Stored data entries
BEGIN

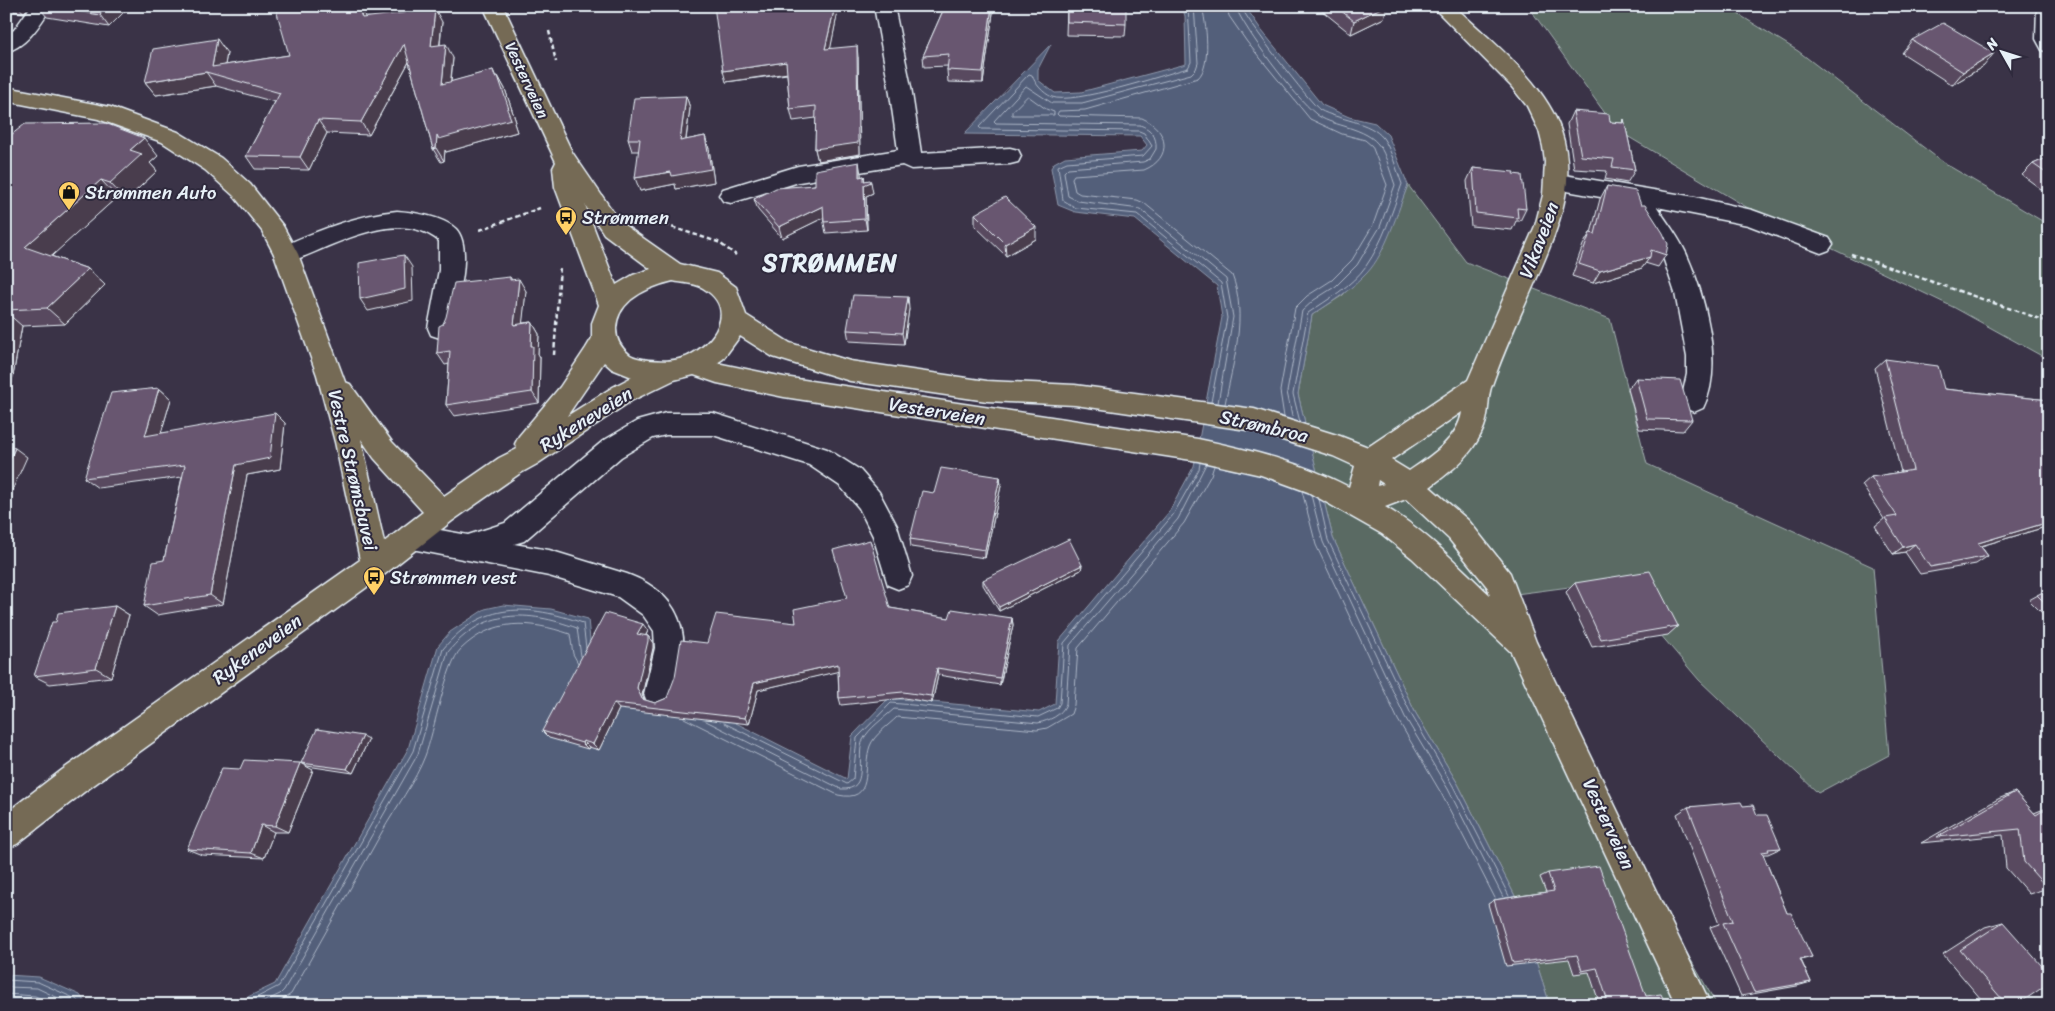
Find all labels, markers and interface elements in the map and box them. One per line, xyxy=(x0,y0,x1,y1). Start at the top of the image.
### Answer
north arrow xyxy=(1978,28,2028,78)
text: N xyxy=(1979,32,2005,57)
street label: Vesterveien xyxy=(497,37,558,124)
place label: Strømmen Auto xyxy=(85,176,217,209)
shop icon: Strømmen Auto xyxy=(57,180,81,211)
street label: Vikaveien xyxy=(1509,197,1569,283)
place label: Strømmen xyxy=(582,201,669,234)
bus stop icon: Strømmen xyxy=(554,205,578,236)
district label: STRØMMEN xyxy=(761,242,898,284)
street label: Rykeneveien xyxy=(533,377,639,461)
street label: Vestre Strømsbuvei xyxy=(318,386,388,554)
street label: Vesterveien xyxy=(886,387,988,435)
street label: Strømbroa xyxy=(1217,400,1312,452)
place label: Strømmen vest xyxy=(390,561,517,594)
bus stop icon: Strømmen vest xyxy=(362,565,386,596)
street label: Rykeneveien xyxy=(205,605,309,693)
street label: Vesterveien xyxy=(1573,773,1645,875)

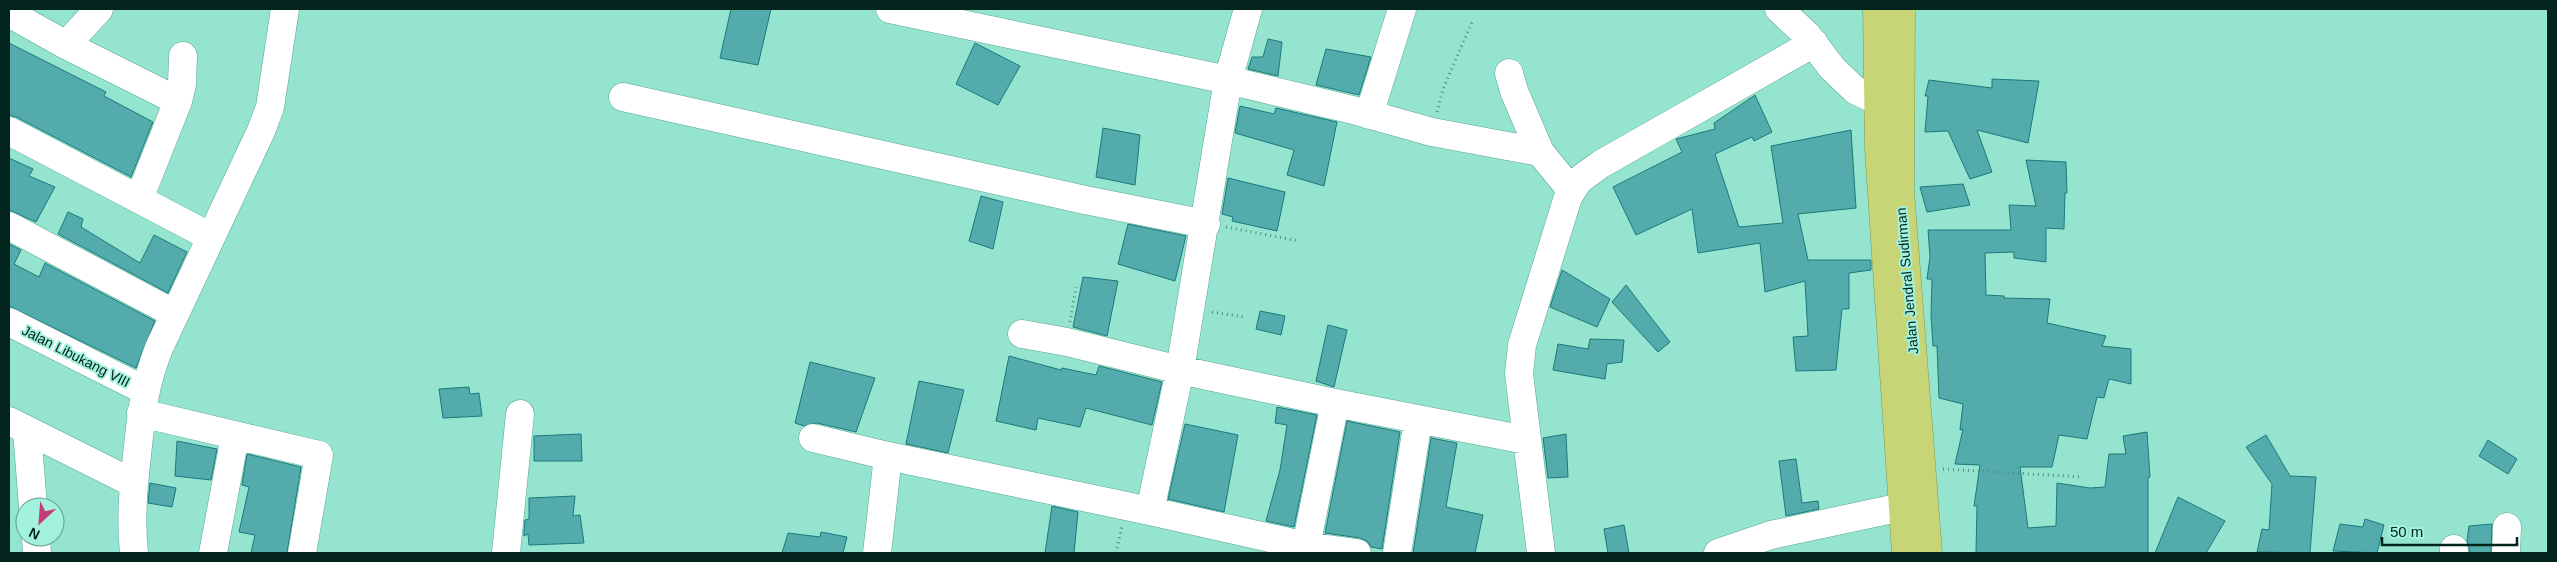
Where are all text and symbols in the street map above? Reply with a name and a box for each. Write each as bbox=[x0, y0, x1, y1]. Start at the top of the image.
street label: Jalan Jendral Sudirman bbox=[1893, 207, 1921, 355]
street label: Jalan Libukang VIII bbox=[19, 322, 133, 390]
north arrow bbox=[15, 497, 65, 547]
scale bar bbox=[2382, 514, 2517, 546]
text: 50 m bbox=[2390, 523, 2423, 540]
text: N bbox=[26, 524, 42, 543]

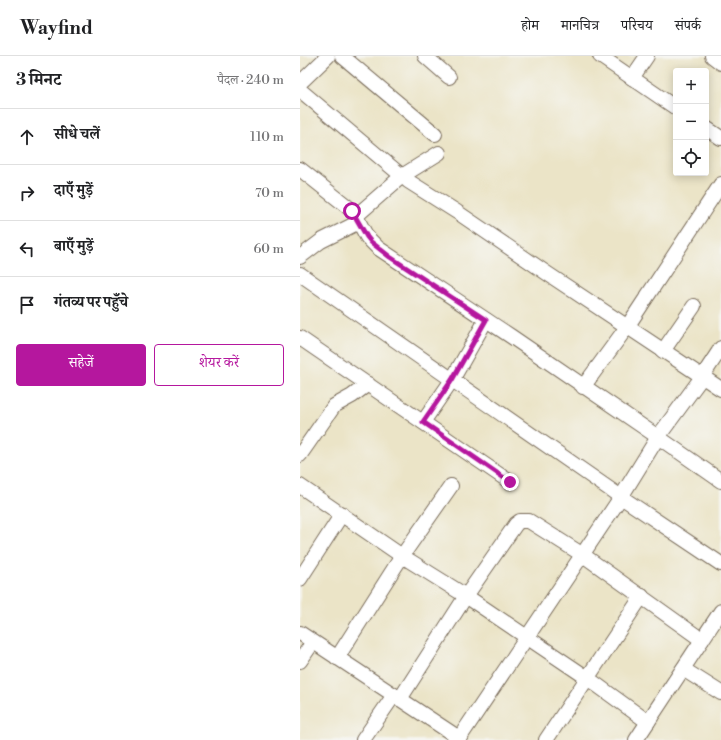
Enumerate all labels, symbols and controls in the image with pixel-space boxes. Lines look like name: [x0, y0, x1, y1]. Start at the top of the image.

END

▶ Activity: All lines above that include the word "labels" should be located and copied.

▶ Completed exercise:
Find all labels, markers and interface elements in the map and box them. One per line, xyxy=(x0,y0,x1,y1). Start at the top of the image.
Enumerate all labels, symbols and controls in the image with pixel-space boxes. Lines look like name: [x0, y0, x1, y1]. Start at the top of the image.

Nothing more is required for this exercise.